The Bible And The Word inspire Essay

This essay has a total of 812 words and 4 pages.

The Bible And The Word "inspire"

The Bible and the Word "Inspire"

According to the Random House Dictionary, the word inspire means "to infuse an
animating, quickening, or exalting influence into, or to communicate or suggest
by a divine influence." This definition indicates, when applied to the scripture,
that the stories and writings in the Bible did not come solely from the minds of
the respective authors, but rather from a divine source. This suggests that the
authors were scribes, reproducing what was instilled in them by God. This idea
is strengthened by looking at distinct examples from the scripture that show
that scripture is inspired, and not made up.
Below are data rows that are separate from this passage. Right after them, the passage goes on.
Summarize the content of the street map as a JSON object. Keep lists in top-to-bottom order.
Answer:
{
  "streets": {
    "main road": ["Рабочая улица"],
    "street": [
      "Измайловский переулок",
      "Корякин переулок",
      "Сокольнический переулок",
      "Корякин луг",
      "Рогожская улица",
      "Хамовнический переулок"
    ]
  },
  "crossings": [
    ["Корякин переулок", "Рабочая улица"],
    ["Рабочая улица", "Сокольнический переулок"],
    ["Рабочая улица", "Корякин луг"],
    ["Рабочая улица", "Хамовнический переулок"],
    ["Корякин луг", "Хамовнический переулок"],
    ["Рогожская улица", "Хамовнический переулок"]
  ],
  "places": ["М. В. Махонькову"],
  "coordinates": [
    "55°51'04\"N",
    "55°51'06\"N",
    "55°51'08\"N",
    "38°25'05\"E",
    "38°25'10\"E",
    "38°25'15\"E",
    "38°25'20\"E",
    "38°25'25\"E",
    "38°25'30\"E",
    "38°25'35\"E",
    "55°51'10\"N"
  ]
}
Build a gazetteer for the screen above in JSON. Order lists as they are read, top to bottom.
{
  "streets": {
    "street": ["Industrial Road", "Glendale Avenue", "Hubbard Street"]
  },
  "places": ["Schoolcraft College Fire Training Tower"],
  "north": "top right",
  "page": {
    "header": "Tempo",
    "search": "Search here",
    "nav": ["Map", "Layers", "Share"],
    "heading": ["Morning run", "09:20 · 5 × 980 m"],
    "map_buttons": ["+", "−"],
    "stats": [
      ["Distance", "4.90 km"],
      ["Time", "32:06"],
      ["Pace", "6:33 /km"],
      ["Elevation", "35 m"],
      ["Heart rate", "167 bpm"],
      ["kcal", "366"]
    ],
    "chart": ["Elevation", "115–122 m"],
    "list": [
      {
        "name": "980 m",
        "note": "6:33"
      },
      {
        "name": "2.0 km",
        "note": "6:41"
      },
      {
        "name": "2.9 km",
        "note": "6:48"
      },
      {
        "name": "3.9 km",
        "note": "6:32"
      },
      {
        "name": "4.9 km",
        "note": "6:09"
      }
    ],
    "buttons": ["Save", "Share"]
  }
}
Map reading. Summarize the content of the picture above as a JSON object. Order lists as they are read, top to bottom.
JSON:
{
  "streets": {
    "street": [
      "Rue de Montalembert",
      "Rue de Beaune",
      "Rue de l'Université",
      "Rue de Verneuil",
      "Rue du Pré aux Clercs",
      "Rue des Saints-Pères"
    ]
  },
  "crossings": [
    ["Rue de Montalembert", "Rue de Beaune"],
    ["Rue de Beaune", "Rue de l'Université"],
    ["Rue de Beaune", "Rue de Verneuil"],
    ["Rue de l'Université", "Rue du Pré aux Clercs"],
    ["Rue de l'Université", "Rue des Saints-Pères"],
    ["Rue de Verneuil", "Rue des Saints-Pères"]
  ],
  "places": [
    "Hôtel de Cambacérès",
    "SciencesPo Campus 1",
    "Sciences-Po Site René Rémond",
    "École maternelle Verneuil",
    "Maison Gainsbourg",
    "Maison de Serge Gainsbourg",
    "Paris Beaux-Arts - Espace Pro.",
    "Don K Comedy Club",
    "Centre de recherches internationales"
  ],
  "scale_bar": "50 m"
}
By using the form of criticism
known as literary criticism, we can analyze certain installments of the
scripture and use them to prove that the scripture is, in fact, inspired, not a
collection of false statements.

There are times in the Bible and in Biblical history that the prophets
themselves are confronted with people doubting the validity of the scripture,
and trying to discredit it. "All Scripture is God-breathed and is useful for
teaching, rebuking, correcting, and training in righteousness, so that the man
of God may be thoroughly equipped for every good work." Here Timothy is
relating a charge given to him by Paul. As a story that is being told, it can be
easily inferred that Paul had confronted opposition to the belief that scripture
was in fact inspired by God, and therefore valid. Using literary criticism
allows us to stay on the surface of what is being said, and not necessarily have
to dig behind it to find the true meaning (we'll leave that to historical
criticism) and therefore by looking at the phrase "scripture is God-breathed" we
can further say that God breathed His word into the authors, and they recorded
it. God can be viewed as an indirect author, and the inspiration for scripture.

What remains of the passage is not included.